“Courage, Heart, Brains ... for me, those simple words sum up the quintessential nature of nursing.”

—Gina Lypaczewski

PROMOTING SUSTAINABILITY THROUGH COLLABORATION

Gina Lypaczewski
Gina Lypaczewski

Nursing and CHB (courage, heart and brains)

by Gina Lypaczewski

I remember from my nursing school days in the mid- to late 1970s a multitude of catch phrases used to describe nursing and nurses. Among them were “Nurses are patient people,” “Love a nurse for the health of it” and “Nurses call the shots.” Although clever, the slogans did not capture the essence of who nurses are and what they do.

However, while attending a CPR refresher course at a pediatric hospital in the early 1990s, I saw a poster that truly captured the essence of nursing. Beneath a picture of a nurse reading The Wizard of Oz to a boy and girl were the words “Courage, Heart, Brains ... Nursing.” [The poster art, commissioned by honor society member Melodie Chenevert, can be viewed at http://www.pronurse.com/shopcartindex.html.] For me, those simple words sum up the quintessential nature of nursing.

Courage
There are times in a nurse’s career when he or she becomes physically and emotionally exhausted and yet, somehow, finds the strength to go on. Consider nurse administrators who constantly deal with nursing shortages and budget cuts; oncology nurses who witness death almost on a daily basis; pediatric emergency room nurses who admit yet another infant with shaken baby syndrome; operating room nurses who must face the family whose loved one “didn’t make it”; psychiatric nurses who fear for their patients with schizophrenia, because community outpatient programs are underfunded and simply inadequate; staff nurses who push themselves to work a double shift, because they know patients will not get sufficient care otherwise; school nurses who must notify parents and closely monitor students at six schools because of an outbreak of meningitis.

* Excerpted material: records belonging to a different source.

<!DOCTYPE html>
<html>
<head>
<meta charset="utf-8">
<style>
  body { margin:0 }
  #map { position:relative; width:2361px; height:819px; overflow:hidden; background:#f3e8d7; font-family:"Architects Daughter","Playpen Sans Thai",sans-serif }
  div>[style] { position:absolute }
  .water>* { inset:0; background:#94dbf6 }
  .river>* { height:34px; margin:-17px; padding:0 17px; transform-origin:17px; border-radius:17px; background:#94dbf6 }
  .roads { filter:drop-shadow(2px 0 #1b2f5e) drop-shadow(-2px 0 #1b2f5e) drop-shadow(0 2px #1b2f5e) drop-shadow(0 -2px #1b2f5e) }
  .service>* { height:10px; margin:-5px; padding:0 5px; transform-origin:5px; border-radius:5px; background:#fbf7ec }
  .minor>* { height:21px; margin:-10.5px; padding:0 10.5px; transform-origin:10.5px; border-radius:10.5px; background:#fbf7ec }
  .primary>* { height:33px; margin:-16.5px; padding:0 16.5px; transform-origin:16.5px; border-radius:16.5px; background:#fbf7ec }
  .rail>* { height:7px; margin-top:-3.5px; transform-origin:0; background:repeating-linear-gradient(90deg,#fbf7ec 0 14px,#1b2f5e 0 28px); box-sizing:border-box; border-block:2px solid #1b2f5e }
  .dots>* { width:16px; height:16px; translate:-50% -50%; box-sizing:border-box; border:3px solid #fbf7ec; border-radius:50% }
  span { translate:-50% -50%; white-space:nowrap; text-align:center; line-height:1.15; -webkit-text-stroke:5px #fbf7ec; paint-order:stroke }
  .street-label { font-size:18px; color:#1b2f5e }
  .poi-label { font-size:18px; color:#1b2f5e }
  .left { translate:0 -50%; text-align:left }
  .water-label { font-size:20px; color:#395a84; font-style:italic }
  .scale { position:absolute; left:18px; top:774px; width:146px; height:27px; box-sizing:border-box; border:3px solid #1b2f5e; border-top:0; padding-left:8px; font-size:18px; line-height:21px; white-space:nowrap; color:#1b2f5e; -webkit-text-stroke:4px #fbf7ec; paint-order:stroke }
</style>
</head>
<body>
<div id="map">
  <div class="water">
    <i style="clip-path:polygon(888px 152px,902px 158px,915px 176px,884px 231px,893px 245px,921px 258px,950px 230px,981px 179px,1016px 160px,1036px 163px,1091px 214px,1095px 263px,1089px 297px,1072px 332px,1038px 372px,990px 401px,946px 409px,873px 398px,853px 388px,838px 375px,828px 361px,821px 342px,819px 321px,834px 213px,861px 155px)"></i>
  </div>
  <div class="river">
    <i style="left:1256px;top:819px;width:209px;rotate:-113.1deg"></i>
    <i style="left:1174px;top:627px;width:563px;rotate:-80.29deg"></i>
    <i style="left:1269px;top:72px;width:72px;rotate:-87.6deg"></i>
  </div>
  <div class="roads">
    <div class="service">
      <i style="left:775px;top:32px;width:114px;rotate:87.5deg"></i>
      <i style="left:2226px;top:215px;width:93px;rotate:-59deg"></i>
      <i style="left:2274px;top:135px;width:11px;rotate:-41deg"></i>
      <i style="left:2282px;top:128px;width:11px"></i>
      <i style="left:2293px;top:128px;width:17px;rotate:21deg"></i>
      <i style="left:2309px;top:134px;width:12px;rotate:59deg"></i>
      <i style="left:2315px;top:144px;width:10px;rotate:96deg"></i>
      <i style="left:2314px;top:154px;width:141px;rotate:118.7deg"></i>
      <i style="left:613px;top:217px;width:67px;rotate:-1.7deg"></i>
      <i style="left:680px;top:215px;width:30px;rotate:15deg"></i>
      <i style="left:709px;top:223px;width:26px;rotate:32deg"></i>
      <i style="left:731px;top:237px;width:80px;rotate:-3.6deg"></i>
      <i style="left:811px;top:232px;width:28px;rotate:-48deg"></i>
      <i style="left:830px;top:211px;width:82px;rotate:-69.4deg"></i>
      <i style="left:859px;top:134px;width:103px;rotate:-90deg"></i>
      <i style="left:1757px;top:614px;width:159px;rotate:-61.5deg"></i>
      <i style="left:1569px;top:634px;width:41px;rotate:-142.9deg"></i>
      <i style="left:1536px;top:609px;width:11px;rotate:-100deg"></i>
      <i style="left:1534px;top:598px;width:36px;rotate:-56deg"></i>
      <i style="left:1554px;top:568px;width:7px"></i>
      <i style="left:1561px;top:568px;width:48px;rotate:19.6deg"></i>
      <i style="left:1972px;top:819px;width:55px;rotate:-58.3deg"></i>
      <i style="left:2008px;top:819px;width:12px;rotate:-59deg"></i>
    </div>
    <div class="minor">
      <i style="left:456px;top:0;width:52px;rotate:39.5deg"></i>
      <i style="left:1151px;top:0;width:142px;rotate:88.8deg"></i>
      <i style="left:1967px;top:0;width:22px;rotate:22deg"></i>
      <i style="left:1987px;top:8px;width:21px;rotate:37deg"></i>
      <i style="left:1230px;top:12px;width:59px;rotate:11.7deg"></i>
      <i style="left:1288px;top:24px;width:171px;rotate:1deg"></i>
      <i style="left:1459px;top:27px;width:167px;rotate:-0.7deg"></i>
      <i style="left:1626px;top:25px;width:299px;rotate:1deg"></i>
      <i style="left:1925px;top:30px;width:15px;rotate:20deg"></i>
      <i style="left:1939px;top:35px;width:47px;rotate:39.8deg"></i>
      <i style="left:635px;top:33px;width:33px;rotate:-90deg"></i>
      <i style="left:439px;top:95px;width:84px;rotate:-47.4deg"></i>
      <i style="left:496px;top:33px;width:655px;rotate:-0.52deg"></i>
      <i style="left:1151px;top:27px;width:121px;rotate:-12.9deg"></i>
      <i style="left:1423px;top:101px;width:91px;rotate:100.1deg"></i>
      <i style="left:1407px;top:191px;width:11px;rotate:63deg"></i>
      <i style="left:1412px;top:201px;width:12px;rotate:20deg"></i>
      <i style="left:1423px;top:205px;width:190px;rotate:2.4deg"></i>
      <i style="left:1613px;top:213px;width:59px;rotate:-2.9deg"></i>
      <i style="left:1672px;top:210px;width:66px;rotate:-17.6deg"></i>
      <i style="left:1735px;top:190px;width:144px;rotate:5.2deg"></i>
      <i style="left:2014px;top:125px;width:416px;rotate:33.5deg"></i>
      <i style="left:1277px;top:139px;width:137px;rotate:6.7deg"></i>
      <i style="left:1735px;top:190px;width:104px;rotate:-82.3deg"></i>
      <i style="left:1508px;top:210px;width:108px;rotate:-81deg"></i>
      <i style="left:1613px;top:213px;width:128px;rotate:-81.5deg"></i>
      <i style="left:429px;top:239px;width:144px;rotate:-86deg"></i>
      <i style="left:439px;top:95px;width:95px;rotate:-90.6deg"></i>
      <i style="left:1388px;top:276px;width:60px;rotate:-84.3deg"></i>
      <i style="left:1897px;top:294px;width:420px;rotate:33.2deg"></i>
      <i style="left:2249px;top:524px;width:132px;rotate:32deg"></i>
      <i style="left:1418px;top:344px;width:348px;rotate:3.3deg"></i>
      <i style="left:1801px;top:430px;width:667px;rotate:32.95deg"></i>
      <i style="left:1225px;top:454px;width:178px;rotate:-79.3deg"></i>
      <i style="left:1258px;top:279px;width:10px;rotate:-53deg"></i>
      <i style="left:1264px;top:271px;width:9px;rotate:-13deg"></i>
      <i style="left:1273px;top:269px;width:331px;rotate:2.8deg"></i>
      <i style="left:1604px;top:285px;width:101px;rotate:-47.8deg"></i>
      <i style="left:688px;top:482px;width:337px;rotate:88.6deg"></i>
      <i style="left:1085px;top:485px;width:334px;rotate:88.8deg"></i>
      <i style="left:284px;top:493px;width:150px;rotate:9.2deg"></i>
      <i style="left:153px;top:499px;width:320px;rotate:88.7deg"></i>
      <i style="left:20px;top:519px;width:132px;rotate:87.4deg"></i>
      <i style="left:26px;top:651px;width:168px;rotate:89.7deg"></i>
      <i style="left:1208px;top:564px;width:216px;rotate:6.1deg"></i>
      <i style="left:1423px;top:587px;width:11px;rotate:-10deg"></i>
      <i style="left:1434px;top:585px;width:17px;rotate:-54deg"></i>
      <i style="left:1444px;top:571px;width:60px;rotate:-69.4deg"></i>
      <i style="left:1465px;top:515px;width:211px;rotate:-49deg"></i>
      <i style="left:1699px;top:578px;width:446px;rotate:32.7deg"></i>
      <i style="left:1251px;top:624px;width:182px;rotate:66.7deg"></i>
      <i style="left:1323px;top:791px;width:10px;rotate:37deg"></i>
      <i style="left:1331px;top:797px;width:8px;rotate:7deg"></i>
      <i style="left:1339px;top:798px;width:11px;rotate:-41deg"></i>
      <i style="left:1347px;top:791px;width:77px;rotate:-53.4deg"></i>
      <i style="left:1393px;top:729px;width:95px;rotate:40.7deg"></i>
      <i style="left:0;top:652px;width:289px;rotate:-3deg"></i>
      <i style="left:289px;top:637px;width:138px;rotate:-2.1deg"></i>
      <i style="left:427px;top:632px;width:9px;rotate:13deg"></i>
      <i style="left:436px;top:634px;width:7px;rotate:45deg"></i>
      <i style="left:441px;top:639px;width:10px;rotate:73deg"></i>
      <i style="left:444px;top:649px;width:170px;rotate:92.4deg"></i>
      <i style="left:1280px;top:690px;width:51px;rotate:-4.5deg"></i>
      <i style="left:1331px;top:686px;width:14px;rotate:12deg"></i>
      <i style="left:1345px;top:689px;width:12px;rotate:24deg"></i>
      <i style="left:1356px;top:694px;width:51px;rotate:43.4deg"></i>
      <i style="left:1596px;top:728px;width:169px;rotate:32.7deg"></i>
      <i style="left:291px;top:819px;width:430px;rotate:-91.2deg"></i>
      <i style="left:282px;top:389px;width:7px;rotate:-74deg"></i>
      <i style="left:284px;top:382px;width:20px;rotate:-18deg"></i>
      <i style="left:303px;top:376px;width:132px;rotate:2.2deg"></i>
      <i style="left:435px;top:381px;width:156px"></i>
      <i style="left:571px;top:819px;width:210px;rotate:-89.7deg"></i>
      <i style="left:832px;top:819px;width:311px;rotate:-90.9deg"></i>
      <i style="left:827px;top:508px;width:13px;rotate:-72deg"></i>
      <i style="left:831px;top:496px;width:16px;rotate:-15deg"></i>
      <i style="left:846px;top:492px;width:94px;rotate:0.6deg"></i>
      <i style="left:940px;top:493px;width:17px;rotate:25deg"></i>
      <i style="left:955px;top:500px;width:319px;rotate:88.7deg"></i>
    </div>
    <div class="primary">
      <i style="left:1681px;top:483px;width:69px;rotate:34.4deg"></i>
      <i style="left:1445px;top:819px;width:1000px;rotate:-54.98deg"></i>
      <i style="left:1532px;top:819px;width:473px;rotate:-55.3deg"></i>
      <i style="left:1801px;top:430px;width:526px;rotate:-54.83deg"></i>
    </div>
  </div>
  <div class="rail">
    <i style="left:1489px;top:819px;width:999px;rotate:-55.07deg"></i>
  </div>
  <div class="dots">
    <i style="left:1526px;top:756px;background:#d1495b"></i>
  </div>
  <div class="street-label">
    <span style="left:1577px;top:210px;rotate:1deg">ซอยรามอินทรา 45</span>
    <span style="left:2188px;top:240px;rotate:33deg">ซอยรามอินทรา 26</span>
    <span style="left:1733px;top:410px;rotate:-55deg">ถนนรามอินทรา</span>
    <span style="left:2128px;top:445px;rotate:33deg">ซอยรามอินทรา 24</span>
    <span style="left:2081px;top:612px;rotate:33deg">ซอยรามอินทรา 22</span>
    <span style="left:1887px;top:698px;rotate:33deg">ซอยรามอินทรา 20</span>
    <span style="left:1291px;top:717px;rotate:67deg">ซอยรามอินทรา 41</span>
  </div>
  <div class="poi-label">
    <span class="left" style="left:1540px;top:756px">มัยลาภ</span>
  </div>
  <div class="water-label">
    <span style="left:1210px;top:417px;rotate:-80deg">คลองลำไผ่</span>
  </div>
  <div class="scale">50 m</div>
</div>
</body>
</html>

These individuals muster up strength and persevere. Some even become lobbyists and tirelessly fight for their cause at various levels of government. A nursing catalog once advertised a poster that accurately describes the kind of courage one finds in the nursing profession. It said: “Courage does not always roar. Sometimes courage is the quiet voice at the end of the day saying, ‘I will try again tomorrow.’”

Heart
Caring and compassion set nurses apart. Physicians, pharmacists, physiotherapists, respiratory therapists, social workers, dietitians and all other health professionals play an important role in the patient’s life. However, it is the nurse who is there 24 hours a day, seven days a week. It is the nurse who knows the patient best, the one privileged to be part of the patient’s life in a way that no one else can. It is the nurse who is at the bedside to cry with the patient diagnosed with cancer, who holds the patient’s hand during a painful procedure, who encourages the laboring mother, who celebrates with the family when health returns.

After quadruple bypass surgery, late-night television host David Letterman paid homage one evening to those who had cared for him. He introduced his cardiologist and cardiovascular surgeon and thanked them profusely. After those accolades, he introduced the nurse who had cared for him in the intensive care unit. A very emotional Letterman stated that this woman had always been there for him—she gave him medicine when he was in pain; she held his hand when he was scared. Nurses, he declared, are the true heroes of medicine.

Brains
A graduate of a nursing program is intelligent. The course of study is grueling. I, for example, completed a health sciences degree that included physics, organic chemistry, biology and calculus, all prior to three years of study leading to a bachelor’s degree. While attending college, my curriculum continued to be heavy in the sciences—physiology, anatomy, biochemistry and microbiology—but also leaned heavily toward the psychosocial sciences.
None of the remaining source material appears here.